# ACTION ITEM
What lines in the entries hold the string "limit"? List them.

# GIVEN RECORDS
● ● ● ● ●
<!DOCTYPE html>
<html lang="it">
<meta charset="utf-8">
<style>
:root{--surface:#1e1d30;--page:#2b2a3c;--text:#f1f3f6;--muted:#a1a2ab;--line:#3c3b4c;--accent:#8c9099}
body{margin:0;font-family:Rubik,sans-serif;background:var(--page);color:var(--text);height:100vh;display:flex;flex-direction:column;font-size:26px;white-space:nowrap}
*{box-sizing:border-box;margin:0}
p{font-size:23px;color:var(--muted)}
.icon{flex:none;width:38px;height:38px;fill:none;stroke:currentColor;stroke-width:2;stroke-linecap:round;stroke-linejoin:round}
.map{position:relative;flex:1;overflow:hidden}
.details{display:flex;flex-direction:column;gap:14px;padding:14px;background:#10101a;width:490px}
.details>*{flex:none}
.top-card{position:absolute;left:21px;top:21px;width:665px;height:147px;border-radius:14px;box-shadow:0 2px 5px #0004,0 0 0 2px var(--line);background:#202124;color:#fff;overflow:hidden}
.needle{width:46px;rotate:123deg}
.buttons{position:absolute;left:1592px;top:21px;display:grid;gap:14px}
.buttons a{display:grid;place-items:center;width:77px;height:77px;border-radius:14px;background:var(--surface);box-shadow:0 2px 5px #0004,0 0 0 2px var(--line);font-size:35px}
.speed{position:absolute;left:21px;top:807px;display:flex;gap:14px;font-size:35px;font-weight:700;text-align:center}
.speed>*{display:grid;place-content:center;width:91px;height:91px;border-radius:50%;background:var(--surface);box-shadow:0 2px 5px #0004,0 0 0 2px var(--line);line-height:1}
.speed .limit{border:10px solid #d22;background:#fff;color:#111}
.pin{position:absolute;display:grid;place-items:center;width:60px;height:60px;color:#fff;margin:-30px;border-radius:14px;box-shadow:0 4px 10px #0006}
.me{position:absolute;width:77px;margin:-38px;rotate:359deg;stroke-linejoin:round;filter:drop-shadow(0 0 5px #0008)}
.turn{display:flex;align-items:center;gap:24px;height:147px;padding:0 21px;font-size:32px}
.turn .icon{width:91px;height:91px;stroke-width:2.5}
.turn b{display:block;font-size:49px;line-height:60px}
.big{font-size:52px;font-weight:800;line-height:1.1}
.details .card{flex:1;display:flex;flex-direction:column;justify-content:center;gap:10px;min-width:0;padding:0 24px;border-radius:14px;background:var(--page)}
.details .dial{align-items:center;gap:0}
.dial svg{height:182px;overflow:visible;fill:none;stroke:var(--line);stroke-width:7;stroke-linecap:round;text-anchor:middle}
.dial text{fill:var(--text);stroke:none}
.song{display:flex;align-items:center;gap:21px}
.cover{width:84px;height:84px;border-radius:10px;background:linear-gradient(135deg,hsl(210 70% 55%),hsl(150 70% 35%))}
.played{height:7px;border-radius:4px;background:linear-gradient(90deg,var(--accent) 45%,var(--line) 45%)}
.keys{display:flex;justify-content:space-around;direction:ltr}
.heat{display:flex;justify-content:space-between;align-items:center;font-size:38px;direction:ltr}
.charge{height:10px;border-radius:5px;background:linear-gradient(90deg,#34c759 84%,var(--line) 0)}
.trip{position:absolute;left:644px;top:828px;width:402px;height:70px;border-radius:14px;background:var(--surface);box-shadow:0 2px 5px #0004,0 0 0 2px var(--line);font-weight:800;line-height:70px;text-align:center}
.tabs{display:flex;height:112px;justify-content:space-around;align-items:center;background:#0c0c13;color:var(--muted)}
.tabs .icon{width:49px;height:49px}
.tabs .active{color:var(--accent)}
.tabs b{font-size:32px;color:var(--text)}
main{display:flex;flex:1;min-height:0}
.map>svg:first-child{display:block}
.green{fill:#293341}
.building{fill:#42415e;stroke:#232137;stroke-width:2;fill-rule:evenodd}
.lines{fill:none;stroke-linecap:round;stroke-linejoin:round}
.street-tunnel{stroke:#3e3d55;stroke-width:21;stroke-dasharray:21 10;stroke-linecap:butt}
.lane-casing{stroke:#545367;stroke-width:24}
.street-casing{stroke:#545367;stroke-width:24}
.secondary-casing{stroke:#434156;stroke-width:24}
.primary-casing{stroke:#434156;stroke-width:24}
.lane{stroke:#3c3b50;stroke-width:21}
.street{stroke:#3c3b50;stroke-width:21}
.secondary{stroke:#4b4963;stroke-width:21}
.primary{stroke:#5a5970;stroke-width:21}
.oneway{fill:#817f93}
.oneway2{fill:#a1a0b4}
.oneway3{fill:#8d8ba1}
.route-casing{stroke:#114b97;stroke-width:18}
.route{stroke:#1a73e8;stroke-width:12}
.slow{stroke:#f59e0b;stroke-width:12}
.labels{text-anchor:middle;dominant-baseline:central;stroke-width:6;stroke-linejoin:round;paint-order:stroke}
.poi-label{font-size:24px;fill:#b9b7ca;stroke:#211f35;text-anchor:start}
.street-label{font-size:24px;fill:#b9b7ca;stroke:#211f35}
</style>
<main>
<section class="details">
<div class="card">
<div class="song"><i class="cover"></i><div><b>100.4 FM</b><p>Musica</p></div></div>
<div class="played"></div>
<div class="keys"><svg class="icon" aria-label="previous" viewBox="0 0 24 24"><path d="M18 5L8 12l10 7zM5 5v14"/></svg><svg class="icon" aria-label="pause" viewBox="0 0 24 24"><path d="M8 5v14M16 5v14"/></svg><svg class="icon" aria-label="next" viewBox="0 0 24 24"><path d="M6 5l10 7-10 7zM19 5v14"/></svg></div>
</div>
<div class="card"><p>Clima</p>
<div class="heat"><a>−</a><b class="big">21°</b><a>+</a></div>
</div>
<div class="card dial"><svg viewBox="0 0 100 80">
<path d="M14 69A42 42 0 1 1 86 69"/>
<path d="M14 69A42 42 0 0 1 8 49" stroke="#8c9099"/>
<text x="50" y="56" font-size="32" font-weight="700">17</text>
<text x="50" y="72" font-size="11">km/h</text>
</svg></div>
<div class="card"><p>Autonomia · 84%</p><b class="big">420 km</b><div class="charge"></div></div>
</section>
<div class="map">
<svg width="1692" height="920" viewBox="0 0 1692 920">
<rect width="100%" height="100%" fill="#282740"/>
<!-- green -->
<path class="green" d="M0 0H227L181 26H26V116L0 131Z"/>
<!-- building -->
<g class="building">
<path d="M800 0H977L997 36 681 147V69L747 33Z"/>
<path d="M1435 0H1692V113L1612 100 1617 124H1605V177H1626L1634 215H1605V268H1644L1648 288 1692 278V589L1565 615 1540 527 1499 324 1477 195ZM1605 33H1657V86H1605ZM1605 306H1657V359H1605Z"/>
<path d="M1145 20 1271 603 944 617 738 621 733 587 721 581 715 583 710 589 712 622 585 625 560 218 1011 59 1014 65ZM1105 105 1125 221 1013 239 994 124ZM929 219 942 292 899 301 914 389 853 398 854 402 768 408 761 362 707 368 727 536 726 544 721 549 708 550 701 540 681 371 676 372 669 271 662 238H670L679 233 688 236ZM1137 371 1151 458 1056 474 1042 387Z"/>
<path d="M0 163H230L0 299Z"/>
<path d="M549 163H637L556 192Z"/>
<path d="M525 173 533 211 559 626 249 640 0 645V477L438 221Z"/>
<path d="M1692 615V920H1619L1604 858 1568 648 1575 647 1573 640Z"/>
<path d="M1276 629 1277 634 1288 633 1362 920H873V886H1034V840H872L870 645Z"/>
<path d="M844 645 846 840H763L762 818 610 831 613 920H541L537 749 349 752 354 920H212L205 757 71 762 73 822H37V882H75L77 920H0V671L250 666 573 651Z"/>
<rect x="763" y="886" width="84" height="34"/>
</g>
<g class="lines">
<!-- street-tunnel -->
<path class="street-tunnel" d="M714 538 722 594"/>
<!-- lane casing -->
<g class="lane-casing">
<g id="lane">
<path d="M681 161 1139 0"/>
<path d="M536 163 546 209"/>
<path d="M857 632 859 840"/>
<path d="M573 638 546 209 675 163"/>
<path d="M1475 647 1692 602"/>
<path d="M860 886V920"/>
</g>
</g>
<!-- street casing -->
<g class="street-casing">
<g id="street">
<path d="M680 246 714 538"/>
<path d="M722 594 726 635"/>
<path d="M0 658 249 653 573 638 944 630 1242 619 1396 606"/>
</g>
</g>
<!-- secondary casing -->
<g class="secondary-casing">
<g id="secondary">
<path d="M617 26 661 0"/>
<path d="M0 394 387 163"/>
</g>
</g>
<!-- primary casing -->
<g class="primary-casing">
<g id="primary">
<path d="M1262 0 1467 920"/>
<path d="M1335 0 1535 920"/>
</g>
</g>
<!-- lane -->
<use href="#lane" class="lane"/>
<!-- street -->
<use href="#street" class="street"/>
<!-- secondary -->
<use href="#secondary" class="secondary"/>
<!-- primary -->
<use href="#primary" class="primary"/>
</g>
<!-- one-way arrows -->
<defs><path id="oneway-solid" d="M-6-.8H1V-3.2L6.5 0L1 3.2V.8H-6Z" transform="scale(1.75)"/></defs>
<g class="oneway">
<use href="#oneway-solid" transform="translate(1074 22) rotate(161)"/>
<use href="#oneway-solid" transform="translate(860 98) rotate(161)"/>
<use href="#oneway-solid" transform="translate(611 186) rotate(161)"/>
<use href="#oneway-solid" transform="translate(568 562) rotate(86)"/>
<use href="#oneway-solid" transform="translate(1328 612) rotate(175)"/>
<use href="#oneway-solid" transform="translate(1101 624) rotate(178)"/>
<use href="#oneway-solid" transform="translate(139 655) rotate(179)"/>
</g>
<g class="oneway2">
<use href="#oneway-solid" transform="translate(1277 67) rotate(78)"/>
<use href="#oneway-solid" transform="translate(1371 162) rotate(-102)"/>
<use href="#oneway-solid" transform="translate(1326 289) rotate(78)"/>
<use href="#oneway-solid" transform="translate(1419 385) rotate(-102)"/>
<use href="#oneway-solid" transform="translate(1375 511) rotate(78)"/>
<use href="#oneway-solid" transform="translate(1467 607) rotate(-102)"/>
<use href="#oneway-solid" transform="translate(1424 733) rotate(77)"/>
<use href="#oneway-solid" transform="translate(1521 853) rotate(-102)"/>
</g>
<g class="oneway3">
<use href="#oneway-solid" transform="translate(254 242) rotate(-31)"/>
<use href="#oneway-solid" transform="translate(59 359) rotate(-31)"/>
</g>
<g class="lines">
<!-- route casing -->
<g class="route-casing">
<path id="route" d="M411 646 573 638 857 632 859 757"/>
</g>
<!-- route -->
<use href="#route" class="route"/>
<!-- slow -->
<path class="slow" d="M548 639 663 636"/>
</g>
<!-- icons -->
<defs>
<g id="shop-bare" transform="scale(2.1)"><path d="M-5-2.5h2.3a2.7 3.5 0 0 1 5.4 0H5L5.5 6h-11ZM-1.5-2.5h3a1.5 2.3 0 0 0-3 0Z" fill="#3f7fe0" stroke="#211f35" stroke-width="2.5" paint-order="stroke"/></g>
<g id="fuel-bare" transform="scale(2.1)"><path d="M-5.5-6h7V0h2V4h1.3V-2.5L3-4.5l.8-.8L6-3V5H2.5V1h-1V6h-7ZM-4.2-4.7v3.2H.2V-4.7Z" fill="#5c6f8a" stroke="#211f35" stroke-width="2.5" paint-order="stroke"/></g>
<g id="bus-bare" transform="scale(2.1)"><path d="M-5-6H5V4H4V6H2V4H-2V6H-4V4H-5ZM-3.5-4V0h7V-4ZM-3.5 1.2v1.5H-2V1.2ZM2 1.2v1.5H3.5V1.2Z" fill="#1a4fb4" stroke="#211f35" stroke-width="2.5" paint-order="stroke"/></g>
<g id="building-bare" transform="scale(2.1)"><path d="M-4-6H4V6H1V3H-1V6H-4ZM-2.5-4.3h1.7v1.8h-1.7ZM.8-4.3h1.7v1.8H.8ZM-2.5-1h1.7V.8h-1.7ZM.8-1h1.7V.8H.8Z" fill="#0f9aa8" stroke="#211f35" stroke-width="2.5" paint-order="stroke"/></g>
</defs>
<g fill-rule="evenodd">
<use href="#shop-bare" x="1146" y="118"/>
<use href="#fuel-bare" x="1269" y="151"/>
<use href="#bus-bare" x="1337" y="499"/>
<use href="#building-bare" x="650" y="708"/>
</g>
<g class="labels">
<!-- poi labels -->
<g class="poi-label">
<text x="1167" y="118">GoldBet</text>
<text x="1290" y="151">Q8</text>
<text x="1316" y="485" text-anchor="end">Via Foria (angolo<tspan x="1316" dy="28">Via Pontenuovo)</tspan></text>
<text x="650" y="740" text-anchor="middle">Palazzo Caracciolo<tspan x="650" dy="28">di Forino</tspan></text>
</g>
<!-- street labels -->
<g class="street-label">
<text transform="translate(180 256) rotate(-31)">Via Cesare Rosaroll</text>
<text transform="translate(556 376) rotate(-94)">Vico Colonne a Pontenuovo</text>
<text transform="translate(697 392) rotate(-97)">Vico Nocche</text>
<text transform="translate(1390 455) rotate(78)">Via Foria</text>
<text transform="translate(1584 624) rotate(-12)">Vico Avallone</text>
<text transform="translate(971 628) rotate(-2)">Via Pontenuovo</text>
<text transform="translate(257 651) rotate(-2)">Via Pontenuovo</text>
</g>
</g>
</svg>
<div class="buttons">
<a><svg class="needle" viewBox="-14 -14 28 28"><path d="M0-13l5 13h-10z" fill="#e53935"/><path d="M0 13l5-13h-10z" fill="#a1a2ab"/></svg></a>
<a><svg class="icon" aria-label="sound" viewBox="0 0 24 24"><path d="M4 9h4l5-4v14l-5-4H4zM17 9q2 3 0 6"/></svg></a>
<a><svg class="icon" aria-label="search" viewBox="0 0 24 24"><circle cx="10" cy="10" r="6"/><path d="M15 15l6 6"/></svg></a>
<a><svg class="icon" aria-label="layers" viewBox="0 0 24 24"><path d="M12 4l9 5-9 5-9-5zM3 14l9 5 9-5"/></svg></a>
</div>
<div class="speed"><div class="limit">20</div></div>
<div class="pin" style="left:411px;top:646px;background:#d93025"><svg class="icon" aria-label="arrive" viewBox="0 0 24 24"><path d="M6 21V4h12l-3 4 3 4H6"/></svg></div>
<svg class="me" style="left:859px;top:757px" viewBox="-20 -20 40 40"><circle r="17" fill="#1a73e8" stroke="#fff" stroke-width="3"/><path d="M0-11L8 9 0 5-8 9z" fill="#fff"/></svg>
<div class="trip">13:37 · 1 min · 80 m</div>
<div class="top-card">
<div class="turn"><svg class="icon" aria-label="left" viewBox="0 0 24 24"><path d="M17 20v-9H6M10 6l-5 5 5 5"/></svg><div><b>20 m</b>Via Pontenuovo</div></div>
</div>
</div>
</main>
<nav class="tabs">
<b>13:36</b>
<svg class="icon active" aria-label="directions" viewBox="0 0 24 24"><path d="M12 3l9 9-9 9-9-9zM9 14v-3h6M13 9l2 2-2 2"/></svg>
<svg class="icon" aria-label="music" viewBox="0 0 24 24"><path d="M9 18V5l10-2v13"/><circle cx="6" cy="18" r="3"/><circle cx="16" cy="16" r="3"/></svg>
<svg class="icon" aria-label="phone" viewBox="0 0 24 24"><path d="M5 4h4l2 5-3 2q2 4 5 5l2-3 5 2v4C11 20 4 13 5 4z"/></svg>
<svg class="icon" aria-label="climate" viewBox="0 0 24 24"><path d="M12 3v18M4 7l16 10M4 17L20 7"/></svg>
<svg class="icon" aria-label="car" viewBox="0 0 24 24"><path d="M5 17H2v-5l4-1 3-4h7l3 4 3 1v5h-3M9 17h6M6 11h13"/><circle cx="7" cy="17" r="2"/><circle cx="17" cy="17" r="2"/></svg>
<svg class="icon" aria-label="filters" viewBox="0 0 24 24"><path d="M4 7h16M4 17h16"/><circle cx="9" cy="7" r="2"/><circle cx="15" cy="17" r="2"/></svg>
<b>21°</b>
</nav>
● ● ● ● ●
# EXPECTED OUTPUT
.speed .limit{border:10px solid #d22;background:#fff;color:#111}
<div class="speed"><div class="limit">20</div></div>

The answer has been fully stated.